So I am trying to model a disk with the surface being a series of rings made by alternating inclined planes. This may be a simple thing but this is my first attempt at 3D modeling. I originally made the design with the intention of using a CNC router to create the piece using a depth map but the CNC could not get the fine details at the scale I wanted so now I am using a binder jet 3D printer to create it and I am having great results using the depth map and Photoshop’s extrude from depth map feature. The problem is that the end product is more than just the disk so when I bring the model (as a .stl) into Blender its far too complicated to edit further with any accuracy. I should most likely be using some sort of 3D CAD software but this isnt something I do often. I am wondering if there is a similar feature in blender, or if I could potentially model the rest of the piece and then texture the face with the depth map and extrude the planes from that base shape. I am attaching a photo of the 3D printed prototype of just the disks face as well as a line drawing and the depth map to get a better feel for what I am talking about. The end product should have a border protruding out of the back about 1" with a 1/4" wall thickness. There will also be cavities on the back side of the face inside of the cylinder shaped border.
It would be a lot of work in a cad application, might be easier in Blender with a base shape and a radial deformer, but I’m new to Blender. In another 3d poly modeling app sometimes the deformers don’t give very precise control, which appears to be crucial for this form. The only app I know of that does give fairly precise control over radial deform with meshes is FormZ.

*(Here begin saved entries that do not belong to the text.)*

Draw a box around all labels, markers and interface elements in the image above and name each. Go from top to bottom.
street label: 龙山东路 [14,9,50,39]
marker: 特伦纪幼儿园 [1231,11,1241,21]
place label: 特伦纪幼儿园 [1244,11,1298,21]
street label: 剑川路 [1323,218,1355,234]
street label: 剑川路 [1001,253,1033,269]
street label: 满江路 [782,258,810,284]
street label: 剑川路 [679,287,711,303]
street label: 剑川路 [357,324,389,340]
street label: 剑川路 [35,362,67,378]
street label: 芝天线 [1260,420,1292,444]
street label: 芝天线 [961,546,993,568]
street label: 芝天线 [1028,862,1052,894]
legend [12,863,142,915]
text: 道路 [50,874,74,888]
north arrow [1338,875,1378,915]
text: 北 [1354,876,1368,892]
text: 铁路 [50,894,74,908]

I think you will need to build this from scratch in order to do additional work to it. I’ve made some models from heightmaps in ZBrush and other apps. If Photoshop works in a similar way, all edges that are not perfectly horizontal or vertical with respect to the grid suffer from a rasterized (stairstep) effect.
Your last image certainly looks like the inside surface of one ring falls on the same diameter as the outside surface of the adjacent ring.

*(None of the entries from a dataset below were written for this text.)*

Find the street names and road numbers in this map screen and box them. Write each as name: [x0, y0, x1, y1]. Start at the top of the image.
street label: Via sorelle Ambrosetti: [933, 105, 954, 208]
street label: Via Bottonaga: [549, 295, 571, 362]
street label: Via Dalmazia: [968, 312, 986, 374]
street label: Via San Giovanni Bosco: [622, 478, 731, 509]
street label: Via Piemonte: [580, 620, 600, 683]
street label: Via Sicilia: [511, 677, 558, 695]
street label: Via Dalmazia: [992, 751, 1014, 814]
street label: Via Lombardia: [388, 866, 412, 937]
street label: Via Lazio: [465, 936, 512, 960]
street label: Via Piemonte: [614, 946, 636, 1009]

I don’t see how you generated the different diameters and keep them precisely the right size to fit inside each other. Could you indicate how you did that?
Make the 1st ring -->Leave the array and simple deform on --> Duplicate the ring -->.on the duplicate change the deform angle to minus 360 (-360) --> this will flip the rings direction --> Alternate between 360 and -360 as you create each successive ring --> on the duplicate reduce the count by 1 -->This will shrink each successive ring --> after creating all the rings apply the modifiers --> They wont be lined up because their origin is centered on the 1st wedge in the array --> After applying the modifier you will be dealing with real geometry --> Select them all --> space bar --> Snap Cursor menu --> Snap menu --> Geometry to origin --> This will center them all -->there will probably be a little gap -->you can adjust this by (scaling) S then shift+z will scale in the X and Y direction but not Z (up). I hope this helps you.
Thanks, I missed that … was looking for some kind of offset value instead of count. I guess it divides out the offset by the number of copies so they fit exactly inside each other.